The landscape of private credit markets is currently shrouded in uncertainty, largely influenced by the emergence of AI-powered tools that are beginning to challenge software companies, a crucial borrower demographic for private lenders. This shift not only affects investor sentiment but could also reshape the financial frameworks within the industry.
Recently, the software sector faced heightened pressures following the announcement of new AI tools by Anthropic, an artificial intelligence company. This revelation triggered a sell-off in shares of software data providers, igniting concerns that these innovations could disrupt traditional software business models by offering complex professional services that companies currently monetize.
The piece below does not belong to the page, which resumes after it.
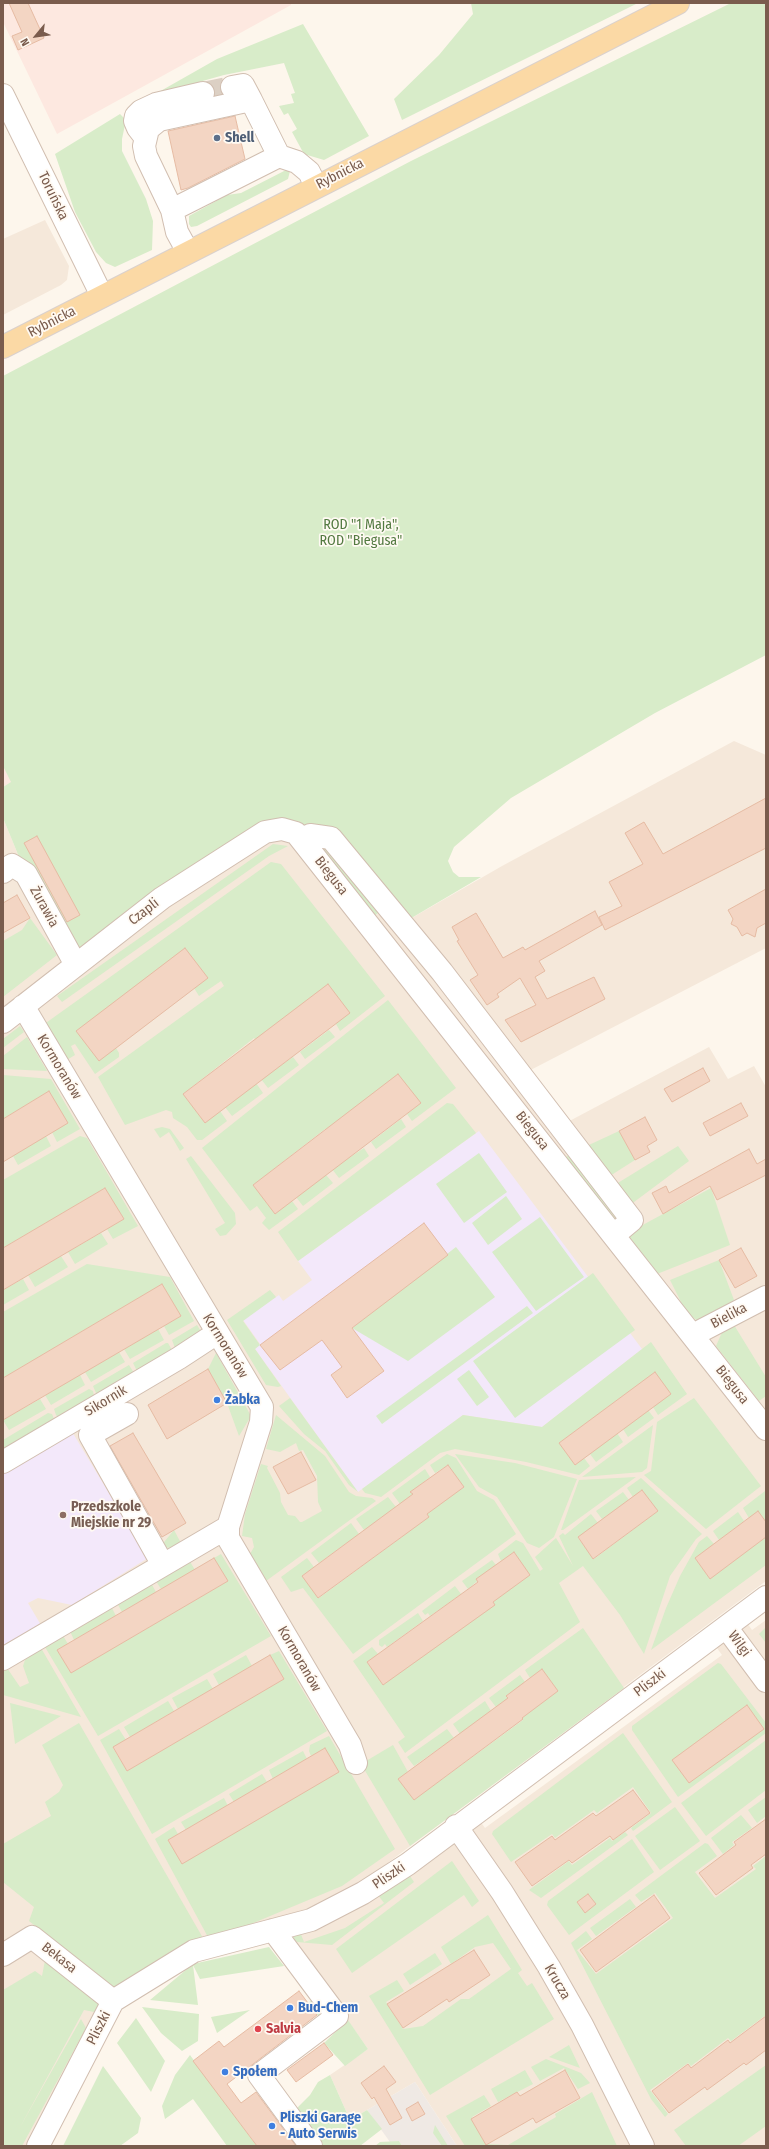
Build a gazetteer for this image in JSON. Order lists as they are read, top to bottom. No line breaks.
{"streets":{"main road":["Rybnicka"],"street":["Toruńska","Biegusa","Żurawia","Czapli","Kormoranów","Bielika","Sikornik","Wilgi","Pliszki","Bekasa","Krucza"]},"crossings":[["Rybnicka","Toruńska"],["Biegusa","Czapli"],["Biegusa","Bielika"],["Żurawia","Czapli"],["Czapli","Kormoranów"],["Wilgi","Pliszki"],["Pliszki","Bekasa"],["Pliszki","Krucza"]],"parks":["ROD \"1 Maja\", ROD \"Biegusa\""],"places":["Shell","Żabka","Przedszkole Miejskie nr 29","Bud-Chem","Salvia","Społem","Pliszki Garage - Auto Serwis"],"north":"bottom left"}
In the wake of these developments, stocks for asset managers holding substantial private credit portfolios saw significant declines. Investors are increasingly anxious about the potential ramifications of AI on borrowers’ operational models, which could adversely affect cash flow and elevate default risks. For instance, Ares Management plummeted by over 12% last week, while Blue Owl Capital fell by more than 8%. Similarly, KKR experienced a nearly 10% decline, while TPG lost around 7%. Both Apollo Global and BlackRock saw declines of over 1% and 5%, respectively. In contrast, the S&P 500 experienced a minor downturn of about 0.1%, while the tech-centric Nasdaq index fell by 1.8%.
This situation intensifies existing concerns regarding the private credit market, which must now navigate the implications of AI disrupting the software sector, particularly as many buyouts have been financed with complex, illiquid loans, as noted by industry analysts. According to PitchBook, “Enterprise software companies have been a favored sector for private credit lenders since 2020,” emphasizing that significant unitranche loans—often a preferred financing mode in the private credit landscape—have been tied to software and tech enterprises.
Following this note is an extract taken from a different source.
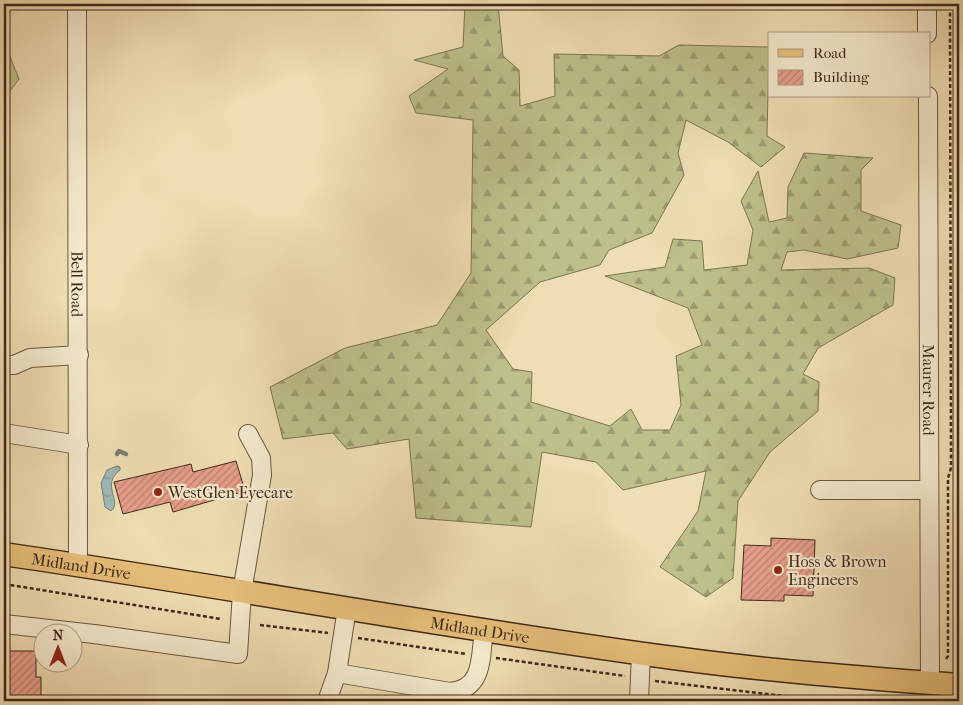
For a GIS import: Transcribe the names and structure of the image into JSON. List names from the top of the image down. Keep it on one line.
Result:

Data from PitchBook indicates that software represents a considerable portion of the loans held by U.S. business development companies (BDCs), accounting for about 17% of all investments by number of deals—second only to commercial services. This exposure could prove financially risky if AI integration outpaces the ability of borrowers to adapt. In an alarming projection, UBS Group has indicated that, under aggressive disruption scenarios, default rates in U.S. private credit could soar to 13%, far exceeding the estimated stress levels for leveraged loans and high-yield bonds, which UBS anticipates could reach around 8% and 4%, respectively.
Jeffrey C. Hooke, a senior lecturer in finance at Johns Hopkins Carey Business School, commented, “Private credit loans to many software companies could lead to significant issues if they encounter difficulties.” However, he also highlighted that liquidity issues and loan extensions have been persistent concerns in private credit before the latest AI developments. “Many private credit funds have encountered challenges in liquidating their loans,” he remarked, suggesting that the recent AI news merely adds another layer of complexity to an already stressed sector.
The mounting list of warnings aligns with earlier concerns about the $3 trillion private credit industry, which grapples with issues of leverage, opaque valuations, and the risk that isolated challenges may reveal systemic vulnerabilities. JPMorgan’s Jamie Dimon previously cautioned about potential “cockroaches” within private credit, indicating that distress in one borrower could hint at broader unseen troubles.
Kenny Tang, head of U.S. credit research at PitchBook LCD, noted that AI disruption could represent a credit risk for private lenders involved with certain Software & Services sector borrowers. He pointed out that some companies may be lagging behind in AI adaptation while others are leading the charge. Additionally, Tang mentioned that software and services firms account for a substantial share of payment-in-kind (PIK) loans, which allow borrowers to defer cash interest payments. While this structure can benefit fast-growing companies by allowing them the time to strengthen revenue and cash flow, it poses risks if a borrower’s financial health declines, potentially transforming deferred interest into a credit complication.
Mark Zandi, chief economist at Moody Analytics, emphasized the difficulties in fully grasping the risks due to the sector’s opacity. He expressed concerns over the rapid rise in AI-related borrowing, rising leverage, and insufficient transparency, labeling them as “yellow flags.” He warned, “There will undoubtedly be significant credit problems. While the private credit industry may currently absorb these losses adequately, this might change within a year if the current trend in credit growth persists.”
In conclusion, the intersection of AI innovation and private credit markets presents both challenges and potential upheaval. As software companies grapple with evolving business demands, lenders must stay vigilant and prepared for the consequences of any significant shifts.